I can't move; I am burning inside. I am so angry – with him for questioning my love… with Muraki for causing this problem… and with myself for not controlling my temper. What scares me the most is that I am letting my anger out on Hisoka… he is the victim… I should be comforting him – Muraki is the one I should be beating… I know this deep inside, but… 

"I said get out!" He is standing up. His cheek is already turning red and it's a bit swollen. He starts pushing me out the door. Now he is looking into my eyes. He's crying. 

Come on! Say 'I'm sorry' just tell him you're sorry, this is getting out of hand. Tell him how you feel.

"Hisoka I'm…"

"Get out, you callous bastard. Leave me alone!"

I don't know what is happening. I can't control this rage inside of me. The rage I should be letting out on Muraki. The disappointment is crushing me. I grab his wrists, and force him backwards, down on the bed, pinning him.

"Let go! You idiot…"

_*SMACK* _

He receives another blow – this time to his other cheek. 

"You don't trust me?"

"Tsuzuki let go!" he is looking at me in an odd way.

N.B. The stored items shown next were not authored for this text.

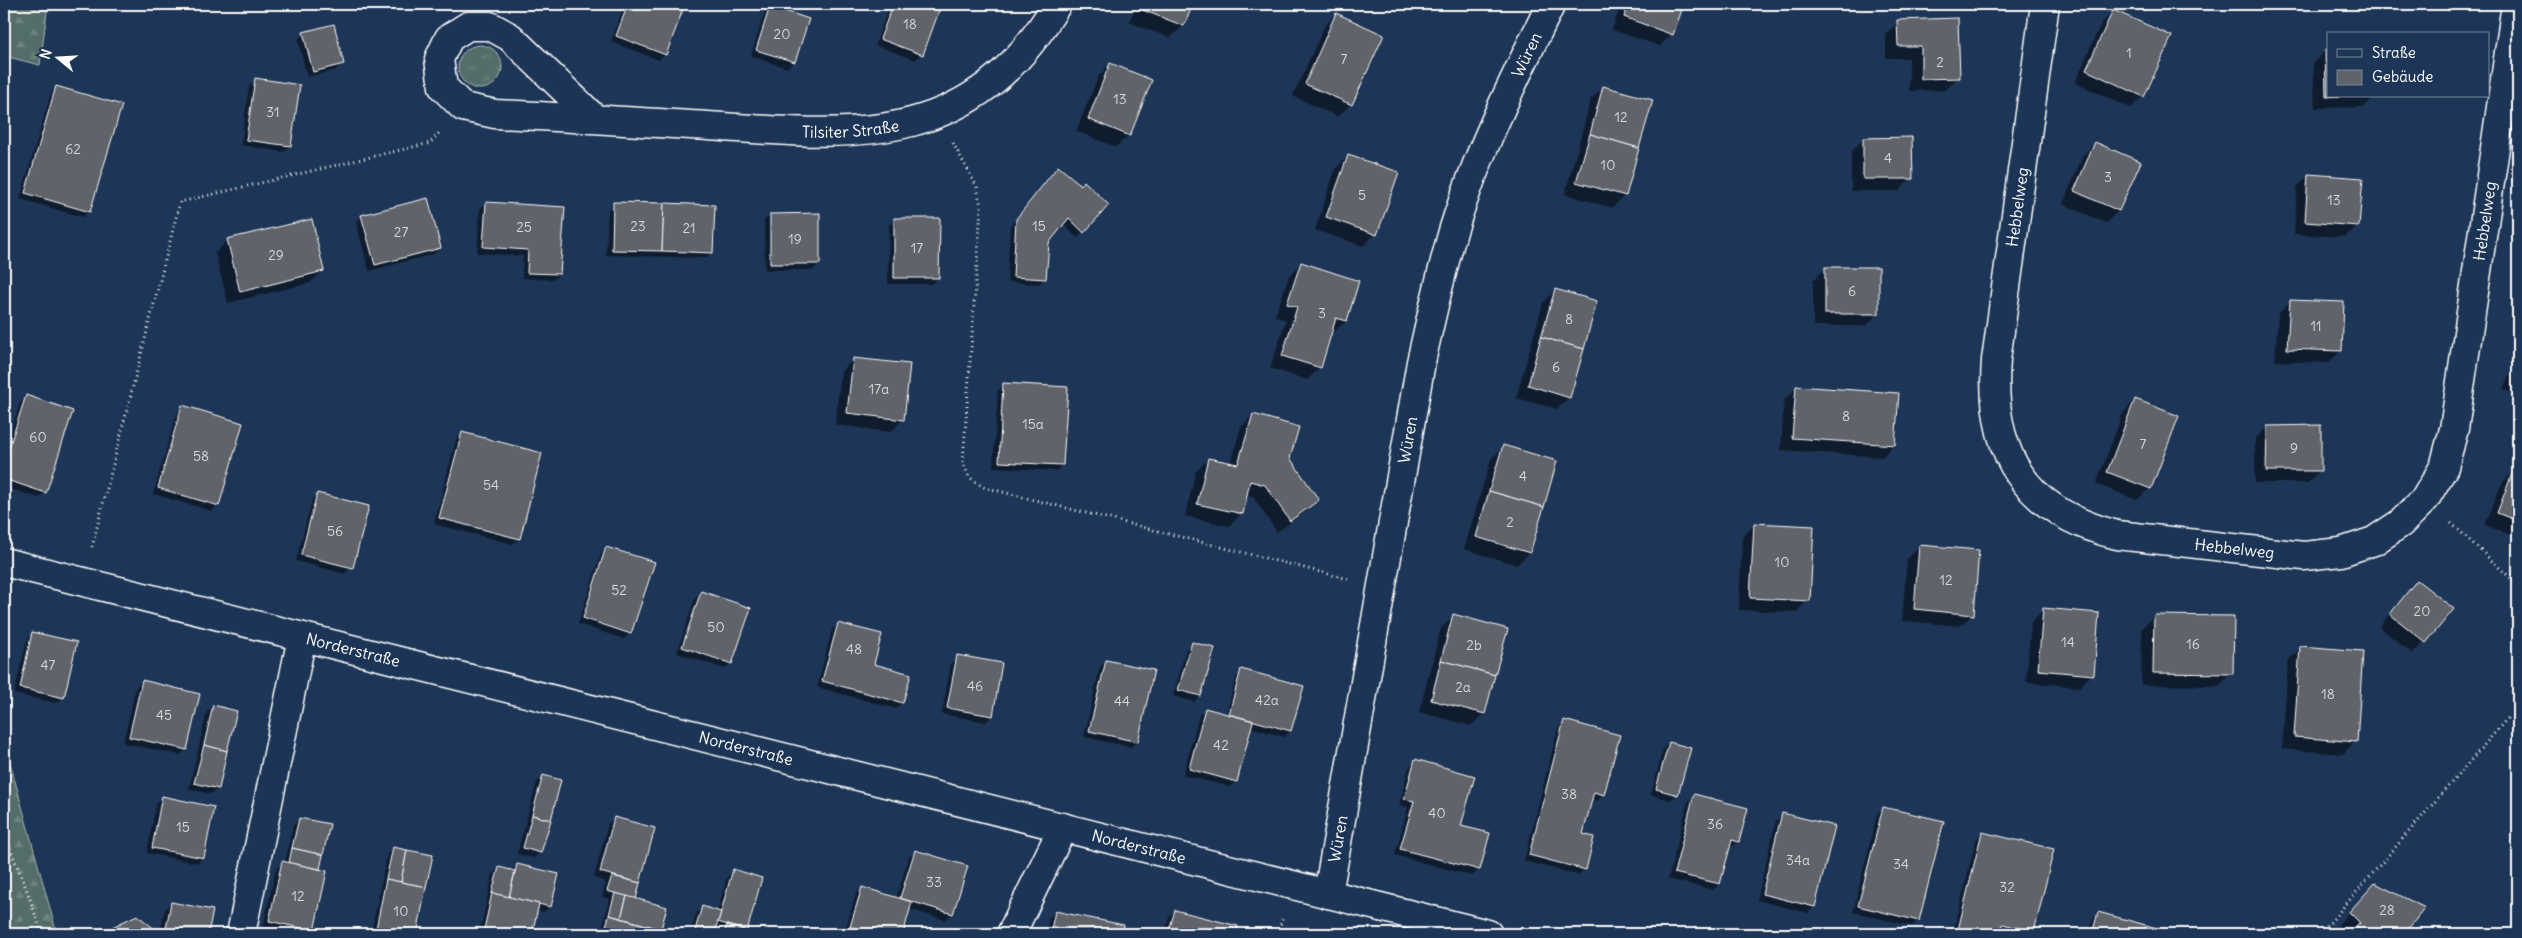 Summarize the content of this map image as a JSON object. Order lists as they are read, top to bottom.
{
  "streets": {
    "street": [
      "Würen",
      "Tilsiter Straße",
      "Hebbelweg",
      "Norderstraße"
    ]
  },
  "crossings": [
    ["Würen", "Norderstraße"]
  ],
  "house_numbers": [
    "18",
    "20",
    "1",
    "7",
    "2",
    "13",
    "31",
    "12",
    "62",
    "4",
    "10",
    "3",
    "5",
    "13",
    "23",
    "15",
    "25",
    "21",
    "27",
    "19",
    "17",
    "29",
    "6",
    "3",
    "8",
    "11",
    "6",
    "17a",
    "8",
    "15a",
    "60",
    "7",
    "9",
    "58",
    "4",
    "54",
    "2",
    "56",
    "10",
    "12",
    "52",
    "20",
    "50",
    "14",
    "16",
    "2b",
    "48",
    "47",
    "46",
    "2a",
    "18",
    "42a",
    "44",
    "45",
    "42",
    "38",
    "40",
    "36",
    "15",
    "34a",
    "34",
    "33",
    "32",
    "12",
    "28",
    "10"
  ],
  "legend": ["Straße", "Gebäude"],
  "north": "left"
}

I hit him across his face again, and again. Now his tearful eyes express fear instead of sorrow… What am I doing? Why can't I just say 'I'm sorry!'

"You doubt that I love you more than anything on this earth!" why is this happening. Can't he just trust me and let me help him? 

"Tsuzuki, please let go."

He starts wiggling underneath me, trying to get away. He is able to turn around so that he is lying on his stomach, and he desperately tries to crawl away grabbing the sheets, trying to drag himself out under my body.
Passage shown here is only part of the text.